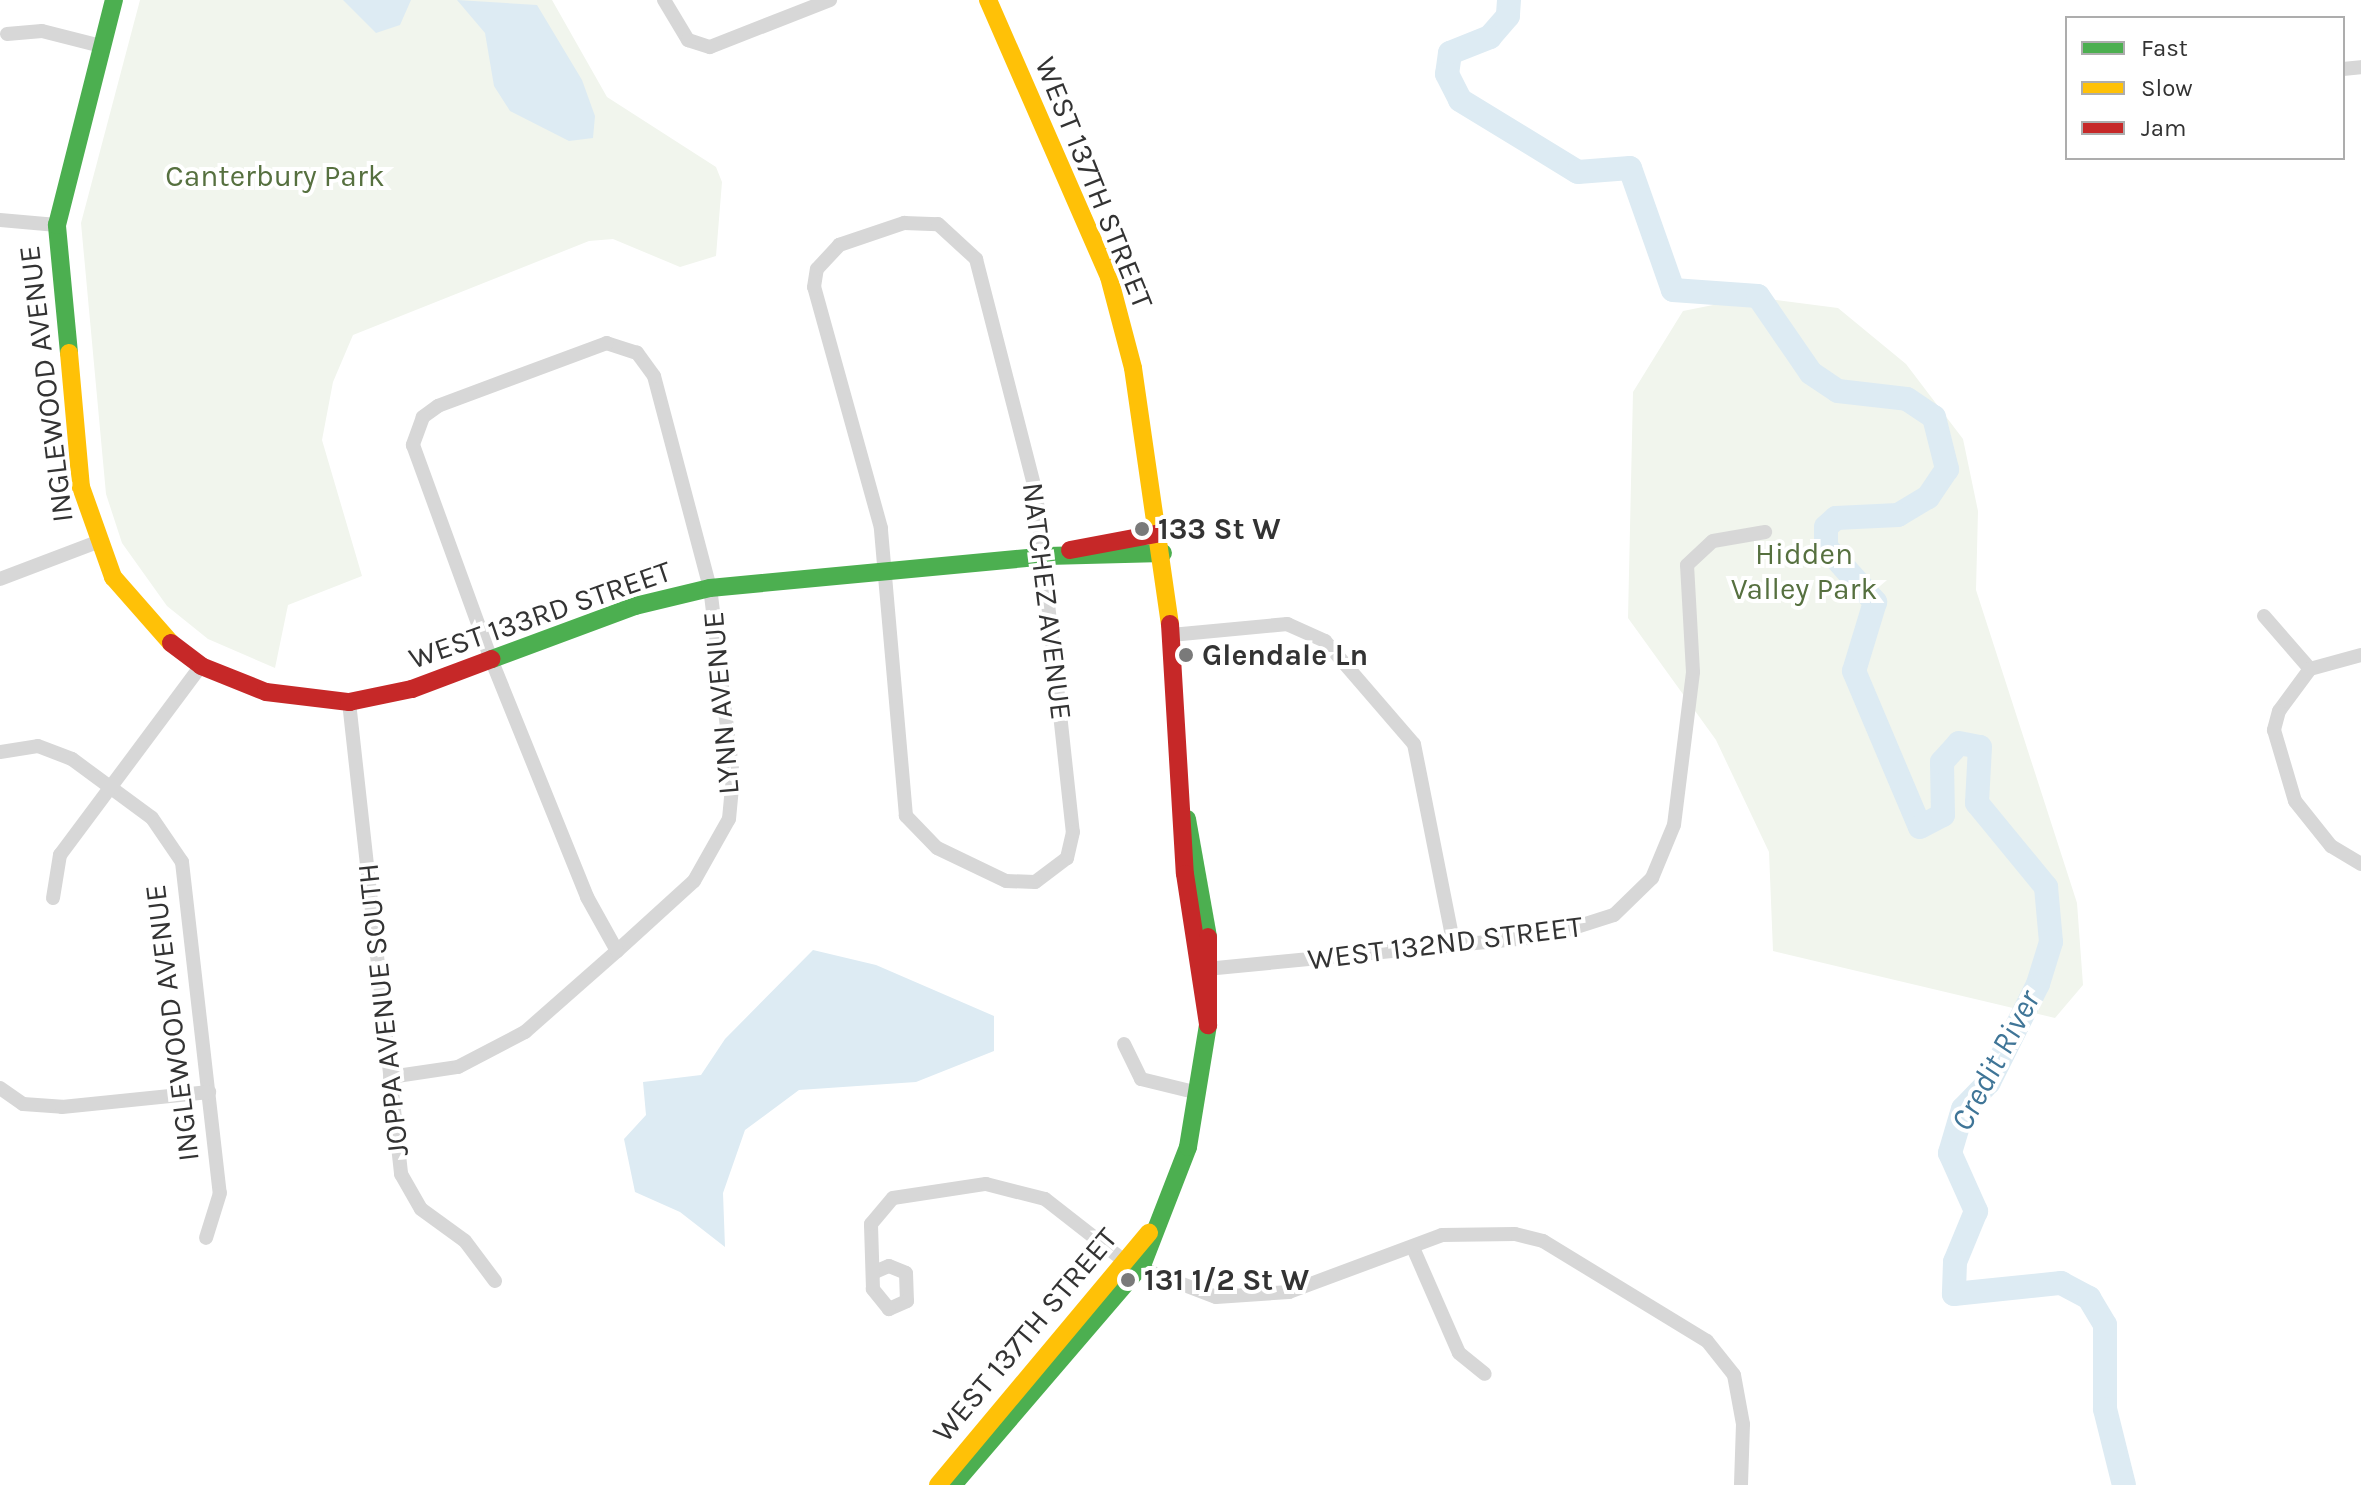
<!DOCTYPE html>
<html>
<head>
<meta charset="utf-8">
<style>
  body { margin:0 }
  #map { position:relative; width:2361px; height:1485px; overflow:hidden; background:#fff; font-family:Karla,sans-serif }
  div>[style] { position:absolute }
  .green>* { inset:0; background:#f1f5ed }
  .water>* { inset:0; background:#ddebf3 }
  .river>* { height:24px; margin:-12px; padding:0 12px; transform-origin:12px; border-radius:12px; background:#ddebf3 }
  .street>* { height:14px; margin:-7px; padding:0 7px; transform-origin:7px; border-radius:7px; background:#d7d7d7 }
  .fast>* { height:18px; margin:-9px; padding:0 9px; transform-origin:9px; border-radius:9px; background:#4caf50 }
  .slow>* { height:18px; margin:-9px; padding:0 9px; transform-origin:9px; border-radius:9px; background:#ffc107 }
  .jam>* { height:18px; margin:-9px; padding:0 9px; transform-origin:9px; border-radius:9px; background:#c62828 }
  .dots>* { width:22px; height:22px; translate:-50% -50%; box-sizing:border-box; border:4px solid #fff; border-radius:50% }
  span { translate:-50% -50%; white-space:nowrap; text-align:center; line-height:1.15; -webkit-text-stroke:8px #fff; paint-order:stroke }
  .park-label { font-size:30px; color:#56703f }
  .street-label { font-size:30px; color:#333 }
  .poi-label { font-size:30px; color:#333; font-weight:700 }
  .left { translate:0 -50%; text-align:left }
  .water-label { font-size:32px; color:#3f7597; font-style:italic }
  .legend { position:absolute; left:2065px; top:16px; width:280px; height:144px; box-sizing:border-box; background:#fff; border:2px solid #adadad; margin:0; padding:10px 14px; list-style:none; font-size:24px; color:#333 }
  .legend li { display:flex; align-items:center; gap:16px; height:40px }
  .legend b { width:40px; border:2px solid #adadad }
</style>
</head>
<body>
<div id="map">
  <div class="green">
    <i style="clip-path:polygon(140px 0,552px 0,607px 97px,716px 167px,722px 182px,716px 256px,680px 267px,613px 239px,589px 241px,353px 335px,333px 382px,322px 440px,362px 576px,288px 605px,275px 668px,208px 639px,167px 606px,122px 543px,106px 494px,81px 223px)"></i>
    <i style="clip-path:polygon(1753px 297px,1838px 308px,1906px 364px,1963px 439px,1978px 511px,1976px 590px,2077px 903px,2083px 985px,2055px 1018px,1773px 951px,1769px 852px,1716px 740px,1628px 618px,1633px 392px,1683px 311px)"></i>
  </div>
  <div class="water">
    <i style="clip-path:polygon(343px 0,411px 0,400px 25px,376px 33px)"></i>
    <i style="clip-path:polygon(457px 0,537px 5px,582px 80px,595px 116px,593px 138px,569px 141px,510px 111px,494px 86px,485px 33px)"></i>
    <i style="clip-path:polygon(813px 950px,876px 965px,994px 1016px,994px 1051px,916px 1082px,799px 1090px,745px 1130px,723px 1193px,725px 1247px,680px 1212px,635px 1192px,624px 1139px,646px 1115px,643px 1082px,701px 1075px,725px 1039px)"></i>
  </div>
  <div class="river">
    <i style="left:1509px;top:0;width:16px;rotate:94deg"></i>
    <i style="left:1508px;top:16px;width:28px;rotate:131deg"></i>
    <i style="left:1490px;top:37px;width:43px;rotate:158.2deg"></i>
    <i style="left:1450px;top:53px;width:21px;rotate:98deg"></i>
    <i style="left:1447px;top:74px;width:29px;rotate:63deg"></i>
    <i style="left:1460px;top:100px;width:138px;rotate:31.4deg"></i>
    <i style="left:1578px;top:172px;width:52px;rotate:-4.4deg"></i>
    <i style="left:1630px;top:168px;width:129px;rotate:70.6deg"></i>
    <i style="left:1673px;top:290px;width:85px;rotate:4deg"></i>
    <i style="left:1758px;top:296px;width:93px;rotate:55.5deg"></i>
    <i style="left:1811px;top:373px;width:32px;rotate:34deg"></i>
    <i style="left:1838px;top:391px;width:69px;rotate:6.6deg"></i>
    <i style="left:1907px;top:399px;width:32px;rotate:34deg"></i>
    <i style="left:1934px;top:417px;width:54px;rotate:76deg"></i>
    <i style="left:1947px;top:469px;width:34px;rotate:124deg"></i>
    <i style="left:1928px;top:497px;width:35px;rotate:149deg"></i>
    <i style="left:1898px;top:515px;width:62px;rotate:177.2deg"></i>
    <i style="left:1836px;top:518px;width:13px;rotate:138deg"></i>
    <i style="left:1826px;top:527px;width:20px;rotate:90deg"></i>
    <i style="left:1826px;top:547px;width:74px;rotate:48.3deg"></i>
    <i style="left:1875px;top:602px;width:72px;rotate:106.9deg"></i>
    <i style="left:1854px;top:671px;width:169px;rotate:67.1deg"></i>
    <i style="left:1920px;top:827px;width:26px;rotate:-28deg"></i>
    <i style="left:1943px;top:815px;width:53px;rotate:-91.1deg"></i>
    <i style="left:1942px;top:762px;width:25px;rotate:-48deg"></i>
    <i style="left:1959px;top:743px;width:21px;rotate:11deg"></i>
    <i style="left:1980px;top:747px;width:56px;rotate:93.1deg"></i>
    <i style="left:1977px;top:803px;width:109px;rotate:50.6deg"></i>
    <i style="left:2046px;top:887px;width:55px;rotate:84.8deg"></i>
    <i style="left:2051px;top:942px;width:44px;rotate:107.2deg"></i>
    <i style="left:2038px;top:984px;width:110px;rotate:116.6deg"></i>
    <i style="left:1989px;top:1082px;width:37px;rotate:134deg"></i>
    <i style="left:1963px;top:1109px;width:46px;rotate:106.5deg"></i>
    <i style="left:1950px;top:1153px;width:64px;rotate:65.9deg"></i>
    <i style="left:1976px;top:1211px;width:55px;rotate:112.4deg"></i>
    <i style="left:1955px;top:1262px;width:32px;rotate:92deg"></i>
    <i style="left:1954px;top:1294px;width:108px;rotate:-5.9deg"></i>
    <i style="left:2061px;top:1283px;width:32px;rotate:28deg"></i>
    <i style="left:2089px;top:1298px;width:31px;rotate:59deg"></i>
    <i style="left:2105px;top:1325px;width:84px;rotate:90deg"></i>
    <i style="left:2105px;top:1409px;width:78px;rotate:76deg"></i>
  </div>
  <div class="street">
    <i style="left:664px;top:0;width:47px;rotate:59deg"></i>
    <i style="left:688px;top:40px;width:23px;rotate:18deg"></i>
    <i style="left:710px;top:47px;width:129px;rotate:-21.4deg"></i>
    <i style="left:7px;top:34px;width:35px;rotate:-5deg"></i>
    <i style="left:42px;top:31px;width:61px;rotate:14.3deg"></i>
    <i style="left:2343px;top:69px;width:18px;rotate:-6deg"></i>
    <i style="left:0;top:220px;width:57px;rotate:5deg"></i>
    <i style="left:904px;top:223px;width:34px;rotate:2deg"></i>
    <i style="left:938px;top:224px;width:52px;rotate:42.6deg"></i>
    <i style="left:976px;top:259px;width:242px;rotate:75.6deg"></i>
    <i style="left:1036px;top:493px;width:341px;rotate:83.8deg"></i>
    <i style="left:1073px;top:832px;width:27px;rotate:103deg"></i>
    <i style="left:1067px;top:858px;width:40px;rotate:143deg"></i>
    <i style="left:1035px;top:882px;width:29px;rotate:-178deg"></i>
    <i style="left:1006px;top:881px;width:76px;rotate:-154.4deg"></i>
    <i style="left:937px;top:848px;width:45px;rotate:-134.1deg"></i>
    <i style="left:906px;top:816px;width:289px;rotate:-95deg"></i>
    <i style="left:881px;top:528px;width:250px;rotate:-105.5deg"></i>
    <i style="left:814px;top:287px;width:18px;rotate:-81deg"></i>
    <i style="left:817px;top:269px;width:33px;rotate:-47deg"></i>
    <i style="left:839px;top:245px;width:69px;rotate:-18.7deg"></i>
    <i style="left:0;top:579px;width:102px;rotate:-20.8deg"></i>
    <i style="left:2264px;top:616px;width:70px;rotate:49deg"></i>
    <i style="left:1171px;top:635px;width:117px;rotate:-5.4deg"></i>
    <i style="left:1287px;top:624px;width:42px;rotate:24.1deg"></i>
    <i style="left:1325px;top:641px;width:136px;rotate:49.2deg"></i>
    <i style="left:1414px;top:744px;width:206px;rotate:78.8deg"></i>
    <i style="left:2361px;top:655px;width:53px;rotate:164.6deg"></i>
    <i style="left:2310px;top:669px;width:52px;rotate:126.4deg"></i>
    <i style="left:2279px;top:711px;width:20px;rotate:105deg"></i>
    <i style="left:2274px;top:730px;width:74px;rotate:73.5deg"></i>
    <i style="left:2295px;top:801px;width:58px;rotate:51.3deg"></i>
    <i style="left:2331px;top:846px;width:35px;rotate:31deg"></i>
    <i style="left:349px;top:702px;width:475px;rotate:83.7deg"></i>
    <i style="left:401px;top:1174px;width:40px;rotate:60.3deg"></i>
    <i style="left:421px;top:1209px;width:54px;rotate:36deg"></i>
    <i style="left:465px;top:1241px;width:50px;rotate:53.1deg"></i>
    <i style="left:0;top:752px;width:38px;rotate:-9deg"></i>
    <i style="left:38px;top:746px;width:36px;rotate:21deg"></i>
    <i style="left:72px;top:759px;width:99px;rotate:36.4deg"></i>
    <i style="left:152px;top:818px;width:53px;rotate:55.7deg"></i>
    <i style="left:182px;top:862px;width:333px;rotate:83.5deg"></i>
    <i style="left:220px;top:1193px;width:47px;rotate:107.3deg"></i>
    <i style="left:53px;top:898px;width:44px;rotate:-80.8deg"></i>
    <i style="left:60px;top:855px;width:236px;rotate:-53.3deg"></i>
    <i style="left:1206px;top:969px;width:344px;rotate:-5.5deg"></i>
    <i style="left:1548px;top:936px;width:69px;rotate:-17.7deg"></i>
    <i style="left:1614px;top:915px;width:53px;rotate:-44.2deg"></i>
    <i style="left:1652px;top:878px;width:57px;rotate:-67.5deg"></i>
    <i style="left:1674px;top:825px;width:154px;rotate:-82.9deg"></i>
    <i style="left:1693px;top:672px;width:107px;rotate:-93.2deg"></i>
    <i style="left:1687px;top:565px;width:35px;rotate:-43deg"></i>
    <i style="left:1713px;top:541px;width:53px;rotate:-9.8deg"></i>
    <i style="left:1124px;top:1044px;width:39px;rotate:64deg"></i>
    <i style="left:1141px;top:1079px;width:59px;rotate:13.8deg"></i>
    <i style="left:390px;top:1077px;width:69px;rotate:-8.4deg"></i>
    <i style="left:458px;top:1067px;width:76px;rotate:-27.6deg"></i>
    <i style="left:525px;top:1032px;width:123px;rotate:-41.4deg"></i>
    <i style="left:617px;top:951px;width:104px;rotate:-42.3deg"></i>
    <i style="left:694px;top:881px;width:71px;rotate:-60.6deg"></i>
    <i style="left:729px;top:819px;width:42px;rotate:-84.6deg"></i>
    <i style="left:733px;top:777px;width:190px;rotate:-96.9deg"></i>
    <i style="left:710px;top:588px;width:219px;rotate:-104.8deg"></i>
    <i style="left:654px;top:376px;width:29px;rotate:-126deg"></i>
    <i style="left:637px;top:353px;width:32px;rotate:-162deg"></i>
    <i style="left:607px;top:343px;width:180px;rotate:159.6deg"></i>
    <i style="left:438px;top:406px;width:19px;rotate:144deg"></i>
    <i style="left:423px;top:417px;width:30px;rotate:110deg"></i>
    <i style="left:413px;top:445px;width:228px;rotate:70deg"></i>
    <i style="left:491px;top:659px;width:257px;rotate:68deg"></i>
    <i style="left:587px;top:897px;width:62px;rotate:60.9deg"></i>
    <i style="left:0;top:1088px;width:28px;rotate:35deg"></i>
    <i style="left:23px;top:1104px;width:39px;rotate:4deg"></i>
    <i style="left:62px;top:1107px;width:148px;rotate:-5.8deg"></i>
    <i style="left:1414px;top:1250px;width:112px;rotate:66.4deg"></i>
    <i style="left:1459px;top:1353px;width:33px;rotate:39deg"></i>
    <i style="left:877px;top:1271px;width:13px;rotate:-23deg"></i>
    <i style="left:889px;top:1266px;width:18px;rotate:22deg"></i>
    <i style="left:906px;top:1273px;width:28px;rotate:88deg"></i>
    <i style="left:907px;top:1301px;width:20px;rotate:156deg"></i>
    <i style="left:889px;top:1309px;width:26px;rotate:-129deg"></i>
    <i style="left:873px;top:1289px;width:65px;rotate:-91.8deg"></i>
    <i style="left:871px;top:1224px;width:34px;rotate:-50deg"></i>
    <i style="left:893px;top:1198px;width:94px;rotate:-8.6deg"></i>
    <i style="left:986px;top:1184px;width:61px;rotate:14.3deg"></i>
    <i style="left:1045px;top:1199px;width:104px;rotate:38deg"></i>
    <i style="left:1127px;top:1263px;width:95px;rotate:20.9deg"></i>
    <i style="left:1216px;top:1297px;width:73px;rotate:-3.9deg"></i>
    <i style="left:1289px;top:1292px;width:163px;rotate:-20.4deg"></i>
    <i style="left:1442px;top:1235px;width:73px;rotate:-0.8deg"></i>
    <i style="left:1515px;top:1234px;width:29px;rotate:14deg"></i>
    <i style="left:1543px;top:1241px;width:192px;rotate:31.4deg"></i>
    <i style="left:1707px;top:1341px;width:43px;rotate:51.5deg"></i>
    <i style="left:1734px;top:1375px;width:50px;rotate:79.6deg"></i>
    <i style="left:1743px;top:1424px;width:61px;rotate:91.9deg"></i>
  </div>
  <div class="fast">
    <i style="left:69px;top:353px;width:129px;rotate:-95.4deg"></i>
    <i style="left:57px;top:225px;width:232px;rotate:-75.8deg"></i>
    <i style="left:492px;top:659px;width:153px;rotate:-20.3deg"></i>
    <i style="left:635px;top:606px;width:77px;rotate:-13.5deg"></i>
    <i style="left:710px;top:588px;width:339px;rotate:-5.4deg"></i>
    <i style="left:1047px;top:556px;width:116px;rotate:-1.5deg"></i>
    <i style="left:1187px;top:819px;width:120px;rotate:79.9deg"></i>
    <i style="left:953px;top:1485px;width:292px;rotate:-49.4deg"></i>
    <i style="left:1143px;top:1263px;width:124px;rotate:-68.8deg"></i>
    <i style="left:1188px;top:1147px;width:124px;rotate:-80.7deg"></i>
  </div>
  <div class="slow">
    <i style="left:988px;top:0;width:302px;rotate:66.4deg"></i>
    <i style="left:1109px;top:277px;width:94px;rotate:75.2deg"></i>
    <i style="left:1133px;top:368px;width:259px;rotate:81.8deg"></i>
    <i style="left:69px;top:353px;width:135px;rotate:84.9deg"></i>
    <i style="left:81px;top:487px;width:96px;rotate:70.4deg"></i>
    <i style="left:113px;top:577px;width:88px;rotate:48.7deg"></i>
    <i style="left:938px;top:1485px;width:329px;rotate:-50.1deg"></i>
  </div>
  <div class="jam">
    <i style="left:1070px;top:550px;width:93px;rotate:-10.6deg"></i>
    <i style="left:1170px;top:624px;width:250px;rotate:86.6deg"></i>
    <i style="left:1185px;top:874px;width:153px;rotate:81.3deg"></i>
    <i style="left:1208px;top:1025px;width:88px;rotate:-90deg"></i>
    <i style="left:171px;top:643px;width:38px;rotate:37deg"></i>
    <i style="left:201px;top:666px;width:70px;rotate:21.8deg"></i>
    <i style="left:266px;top:692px;width:84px;rotate:6.9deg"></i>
    <i style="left:349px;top:702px;width:64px;rotate:-11.7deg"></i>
    <i style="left:412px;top:689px;width:85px;rotate:-20.6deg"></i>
  </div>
  <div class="dots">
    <i style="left:1142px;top:529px;background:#7a7a7a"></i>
    <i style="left:1186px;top:655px;background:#7a7a7a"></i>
    <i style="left:1128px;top:1280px;background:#7a7a7a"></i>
  </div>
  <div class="park-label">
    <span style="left:275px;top:176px">Canterbury Park</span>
    <span style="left:1804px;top:571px">Hidden<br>Valley Park</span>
  </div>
  <div class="street-label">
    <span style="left:1094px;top:183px;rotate:68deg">WEST 137TH STREET</span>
    <span style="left:46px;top:384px;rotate:-97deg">INGLEWOOD AVENUE</span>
    <span style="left:1047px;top:601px;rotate:83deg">NATCHEZ AVENUE</span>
    <span style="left:540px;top:615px;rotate:-19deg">WEST 133RD STREET</span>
    <span style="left:721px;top:703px;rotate:-95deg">LYNN AVENUE</span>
    <span style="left:1445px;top:943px;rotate:-7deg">WEST 132ND STREET</span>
    <span style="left:383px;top:1010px;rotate:-96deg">JOPPA AVENUE SOUTH</span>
    <span style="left:172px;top:1023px;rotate:-97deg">INGLEWOOD AVENUE</span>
    <span style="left:1025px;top:1335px;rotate:-50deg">WEST 137TH STREET</span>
  </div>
  <div class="poi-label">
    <span class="left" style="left:1158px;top:529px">133 St W</span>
    <span class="left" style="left:1202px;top:655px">Glendale Ln</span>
    <span class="left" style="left:1144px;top:1280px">131 1/2 St W</span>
  </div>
  <div class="water-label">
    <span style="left:1996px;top:1061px;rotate:-62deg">Credit River</span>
  </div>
  <ul class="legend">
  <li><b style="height:10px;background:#4caf50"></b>Fast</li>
  <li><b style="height:10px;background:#ffc107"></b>Slow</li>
  <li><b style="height:10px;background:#c62828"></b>Jam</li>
  </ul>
</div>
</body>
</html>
------------------------
— WORK TO COMPLETE —
Copy nothing but the lines from the start of the entries through the line with "width:22px; height:22px; translate:-50%". Write them out exactly, without pictures.

— EXERCISE OUTPUT —
<!DOCTYPE html>
<html>
<head>
<meta charset="utf-8">
<style>
  body { margin:0 }
  #map { position:relative; width:2361px; height:1485px; overflow:hidden; background:#fff; font-family:Karla,sans-serif }
  div>[style] { position:absolute }
  .green>* { inset:0; background:#f1f5ed }
  .water>* { inset:0; background:#ddebf3 }
  .river>* { height:24px; margin:-12px; padding:0 12px; transform-origin:12px; border-radius:12px; background:#ddebf3 }
  .street>* { height:14px; margin:-7px; padding:0 7px; transform-origin:7px; border-radius:7px; background:#d7d7d7 }
  .fast>* { height:18px; margin:-9px; padding:0 9px; transform-origin:9px; border-radius:9px; background:#4caf50 }
  .slow>* { height:18px; margin:-9px; padding:0 9px; transform-origin:9px; border-radius:9px; background:#ffc107 }
  .jam>* { height:18px; margin:-9px; padding:0 9px; transform-origin:9px; border-radius:9px; background:#c62828 }
  .dots>* { width:22px; height:22px; translate:-50% -50%; box-sizing:border-box; border:4px solid #fff; border-radius:50% }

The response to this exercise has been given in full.